◆ **Problem**: Each line in the material below must be transcribed exactly; no picture belongs in the copy.

---------- Task material

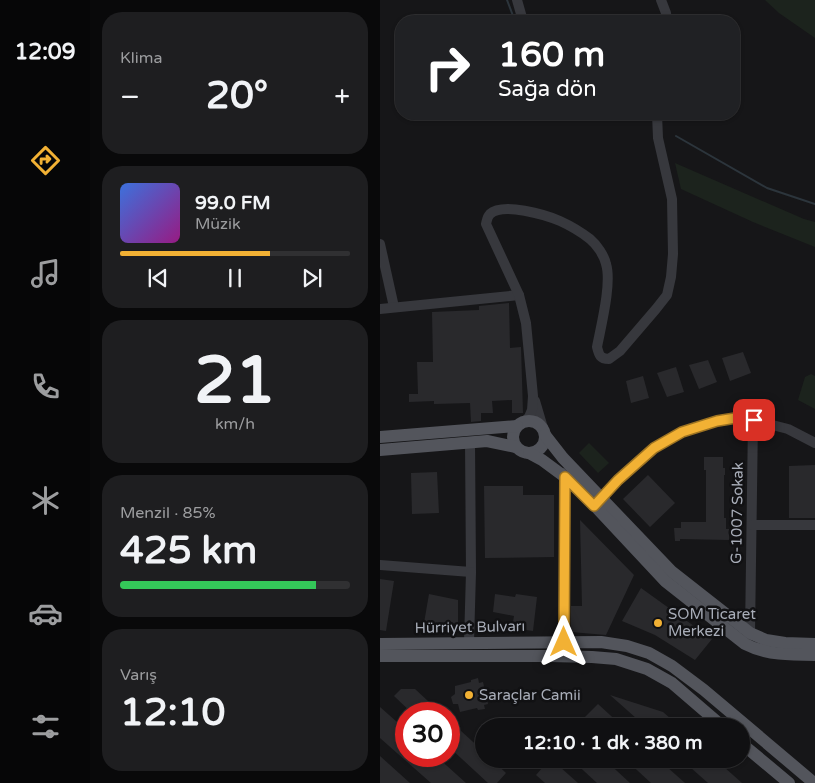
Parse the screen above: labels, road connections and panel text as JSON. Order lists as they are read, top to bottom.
{
  "streets": {
    "main road": ["Hürriyet Bulvarı"],
    "street": ["G-1007 Sokak"]
  },
  "places": ["SOM Ticaret Merkezi", "Saraçlar Camii"],
  "page": {
    "tabs": "12:09",
    "tile": [
      "Klima",
      ["21", "km/h"],
      ["Menzil · 85%", "425 km"],
      ["Varış", "12:10"]
    ],
    "turn": ["160 m", "Sağa dön"],
    "heat": ["−", "20°", "+"],
    "song": ["99.0 FM", "Müzik"],
    "limit": "30",
    "trip": "12:10 · 1 dk · 380 m"
  }
}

--------------------

◆ **Problem solution**:
Parse the screen above: labels, road connections and panel text as JSON. Order lists as they are read, top to bottom.
{
  "streets": {
    "main road": ["Hürriyet Bulvarı"],
    "street": ["G-1007 Sokak"]
  },
  "places": ["SOM Ticaret Merkezi", "Saraçlar Camii"],
  "page": {
    "tabs": "12:09",
    "tile": [
      "Klima",
      ["21", "km/h"],
      ["Menzil · 85%", "425 km"],
      ["Varış", "12:10"]
    ],
    "turn": ["160 m", "Sağa dön"],
    "heat": ["−", "20°", "+"],
    "song": ["99.0 FM", "Müzik"],
    "limit": "30",
    "trip": "12:10 · 1 dk · 380 m"
  }
}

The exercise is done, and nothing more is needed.